## DATA

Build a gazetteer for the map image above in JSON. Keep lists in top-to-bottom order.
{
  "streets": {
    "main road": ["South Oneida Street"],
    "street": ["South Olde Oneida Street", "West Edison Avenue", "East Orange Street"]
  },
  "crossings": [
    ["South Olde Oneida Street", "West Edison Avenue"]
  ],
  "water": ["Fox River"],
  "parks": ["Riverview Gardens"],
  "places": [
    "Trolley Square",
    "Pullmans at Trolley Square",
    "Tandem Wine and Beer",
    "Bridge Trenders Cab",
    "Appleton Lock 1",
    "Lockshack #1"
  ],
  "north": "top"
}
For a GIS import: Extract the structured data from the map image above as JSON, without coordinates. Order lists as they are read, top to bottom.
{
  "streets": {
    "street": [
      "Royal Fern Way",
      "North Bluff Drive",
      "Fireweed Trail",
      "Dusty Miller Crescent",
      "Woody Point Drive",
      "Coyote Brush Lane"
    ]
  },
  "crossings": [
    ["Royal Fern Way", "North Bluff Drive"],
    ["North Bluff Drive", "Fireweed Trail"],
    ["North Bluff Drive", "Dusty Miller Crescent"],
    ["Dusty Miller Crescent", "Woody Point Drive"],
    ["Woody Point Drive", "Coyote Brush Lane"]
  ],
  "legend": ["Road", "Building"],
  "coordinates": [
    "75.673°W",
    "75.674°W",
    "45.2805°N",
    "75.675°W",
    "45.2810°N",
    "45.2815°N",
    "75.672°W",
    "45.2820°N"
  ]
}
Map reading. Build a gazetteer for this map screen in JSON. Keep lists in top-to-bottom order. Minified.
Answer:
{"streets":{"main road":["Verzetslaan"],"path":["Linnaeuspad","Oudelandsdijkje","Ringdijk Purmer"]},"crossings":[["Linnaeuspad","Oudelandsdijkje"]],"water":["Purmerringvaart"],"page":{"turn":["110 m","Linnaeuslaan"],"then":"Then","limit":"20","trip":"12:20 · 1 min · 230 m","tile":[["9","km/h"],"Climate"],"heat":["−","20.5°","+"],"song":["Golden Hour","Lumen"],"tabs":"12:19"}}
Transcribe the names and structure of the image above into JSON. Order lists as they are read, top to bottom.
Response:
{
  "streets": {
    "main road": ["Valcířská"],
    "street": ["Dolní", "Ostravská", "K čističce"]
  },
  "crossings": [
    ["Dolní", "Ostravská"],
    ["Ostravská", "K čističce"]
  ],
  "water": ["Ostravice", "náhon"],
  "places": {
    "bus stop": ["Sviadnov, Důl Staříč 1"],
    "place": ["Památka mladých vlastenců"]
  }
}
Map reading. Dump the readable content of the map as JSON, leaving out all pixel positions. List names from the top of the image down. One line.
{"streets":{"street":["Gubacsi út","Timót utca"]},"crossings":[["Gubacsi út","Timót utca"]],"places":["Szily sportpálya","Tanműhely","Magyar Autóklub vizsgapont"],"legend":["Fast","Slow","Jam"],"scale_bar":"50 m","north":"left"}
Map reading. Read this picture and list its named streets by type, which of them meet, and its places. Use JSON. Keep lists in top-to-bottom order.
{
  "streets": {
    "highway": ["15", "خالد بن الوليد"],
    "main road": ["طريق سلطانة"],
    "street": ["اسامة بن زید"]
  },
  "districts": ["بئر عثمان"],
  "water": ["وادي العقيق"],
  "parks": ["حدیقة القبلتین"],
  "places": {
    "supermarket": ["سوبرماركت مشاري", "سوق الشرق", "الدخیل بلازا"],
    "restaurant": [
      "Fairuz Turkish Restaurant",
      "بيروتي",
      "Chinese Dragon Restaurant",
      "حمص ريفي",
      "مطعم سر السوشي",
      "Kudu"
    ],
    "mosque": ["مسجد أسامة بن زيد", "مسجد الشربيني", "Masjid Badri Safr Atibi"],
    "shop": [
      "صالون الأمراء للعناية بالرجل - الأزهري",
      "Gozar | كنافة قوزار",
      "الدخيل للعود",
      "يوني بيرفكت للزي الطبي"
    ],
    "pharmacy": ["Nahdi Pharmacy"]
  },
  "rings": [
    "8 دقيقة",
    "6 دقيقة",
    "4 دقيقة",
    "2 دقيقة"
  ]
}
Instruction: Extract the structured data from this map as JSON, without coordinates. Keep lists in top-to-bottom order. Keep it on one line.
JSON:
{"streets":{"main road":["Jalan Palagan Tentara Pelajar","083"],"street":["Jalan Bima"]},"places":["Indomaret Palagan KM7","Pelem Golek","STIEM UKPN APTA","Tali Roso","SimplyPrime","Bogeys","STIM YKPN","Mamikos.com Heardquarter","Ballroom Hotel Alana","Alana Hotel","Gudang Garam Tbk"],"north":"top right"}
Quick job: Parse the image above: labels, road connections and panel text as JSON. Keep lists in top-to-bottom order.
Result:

## TASK OBJECTIVE
The data given before this task must be transcribed exactly and in full.

## RESPONSE
Build a gazetteer for the map image above in JSON. Keep lists in top-to-bottom order.
{
  "streets": {
    "main road": ["South Oneida Street"],
    "street": ["South Olde Oneida Street", "West Edison Avenue", "East Orange Street"]
  },
  "crossings": [
    ["South Olde Oneida Street", "West Edison Avenue"]
  ],
  "water": ["Fox River"],
  "parks": ["Riverview Gardens"],
  "places": [
    "Trolley Square",
    "Pullmans at Trolley Square",
    "Tandem Wine and Beer",
    "Bridge Trenders Cab",
    "Appleton Lock 1",
    "Lockshack #1"
  ],
  "north": "top"
}
For a GIS import: Extract the structured data from the map image above as JSON, without coordinates. Order lists as they are read, top to bottom.
{
  "streets": {
    "street": [
      "Royal Fern Way",
      "North Bluff Drive",
      "Fireweed Trail",
      "Dusty Miller Crescent",
      "Woody Point Drive",
      "Coyote Brush Lane"
    ]
  },
  "crossings": [
    ["Royal Fern Way", "North Bluff Drive"],
    ["North Bluff Drive", "Fireweed Trail"],
    ["North Bluff Drive", "Dusty Miller Crescent"],
    ["Dusty Miller Crescent", "Woody Point Drive"],
    ["Woody Point Drive", "Coyote Brush Lane"]
  ],
  "legend": ["Road", "Building"],
  "coordinates": [
    "75.673°W",
    "75.674°W",
    "45.2805°N",
    "75.675°W",
    "45.2810°N",
    "45.2815°N",
    "75.672°W",
    "45.2820°N"
  ]
}
Map reading. Build a gazetteer for this map screen in JSON. Keep lists in top-to-bottom order. Minified.
Answer:
{"streets":{"main road":["Verzetslaan"],"path":["Linnaeuspad","Oudelandsdijkje","Ringdijk Purmer"]},"crossings":[["Linnaeuspad","Oudelandsdijkje"]],"water":["Purmerringvaart"],"page":{"turn":["110 m","Linnaeuslaan"],"then":"Then","limit":"20","trip":"12:20 · 1 min · 230 m","tile":[["9","km/h"],"Climate"],"heat":["−","20.5°","+"],"song":["Golden Hour","Lumen"],"tabs":"12:19"}}
Transcribe the names and structure of the image above into JSON. Order lists as they are read, top to bottom.
Response:
{
  "streets": {
    "main road": ["Valcířská"],
    "street": ["Dolní", "Ostravská", "K čističce"]
  },
  "crossings": [
    ["Dolní", "Ostravská"],
    ["Ostravská", "K čističce"]
  ],
  "water": ["Ostravice", "náhon"],
  "places": {
    "bus stop": ["Sviadnov, Důl Staříč 1"],
    "place": ["Památka mladých vlastenců"]
  }
}
Map reading. Dump the readable content of the map as JSON, leaving out all pixel positions. List names from the top of the image down. One line.
{"streets":{"street":["Gubacsi út","Timót utca"]},"crossings":[["Gubacsi út","Timót utca"]],"places":["Szily sportpálya","Tanműhely","Magyar Autóklub vizsgapont"],"legend":["Fast","Slow","Jam"],"scale_bar":"50 m","north":"left"}
Map reading. Read this picture and list its named streets by type, which of them meet, and its places. Use JSON. Keep lists in top-to-bottom order.
{
  "streets": {
    "highway": ["15", "خالد بن الوليد"],
    "main road": ["طريق سلطانة"],
    "street": ["اسامة بن زید"]
  },
  "districts": ["بئر عثمان"],
  "water": ["وادي العقيق"],
  "parks": ["حدیقة القبلتین"],
  "places": {
    "supermarket": ["سوبرماركت مشاري", "سوق الشرق", "الدخیل بلازا"],
    "restaurant": [
      "Fairuz Turkish Restaurant",
      "بيروتي",
      "Chinese Dragon Restaurant",
      "حمص ريفي",
      "مطعم سر السوشي",
      "Kudu"
    ],
    "mosque": ["مسجد أسامة بن زيد", "مسجد الشربيني", "Masjid Badri Safr Atibi"],
    "shop": [
      "صالون الأمراء للعناية بالرجل - الأزهري",
      "Gozar | كنافة قوزار",
      "الدخيل للعود",
      "يوني بيرفكت للزي الطبي"
    ],
    "pharmacy": ["Nahdi Pharmacy"]
  },
  "rings": [
    "8 دقيقة",
    "6 دقيقة",
    "4 دقيقة",
    "2 دقيقة"
  ]
}
Instruction: Extract the structured data from this map as JSON, without coordinates. Keep lists in top-to-bottom order. Keep it on one line.
JSON:
{"streets":{"main road":["Jalan Palagan Tentara Pelajar","083"],"street":["Jalan Bima"]},"places":["Indomaret Palagan KM7","Pelem Golek","STIEM UKPN APTA","Tali Roso","SimplyPrime","Bogeys","STIM YKPN","Mamikos.com Heardquarter","Ballroom Hotel Alana","Alana Hotel","Gudang Garam Tbk"],"north":"top right"}
Quick job: Parse the image above: labels, road connections and panel text as JSON. Keep lists in top-to-bottom order.
Result:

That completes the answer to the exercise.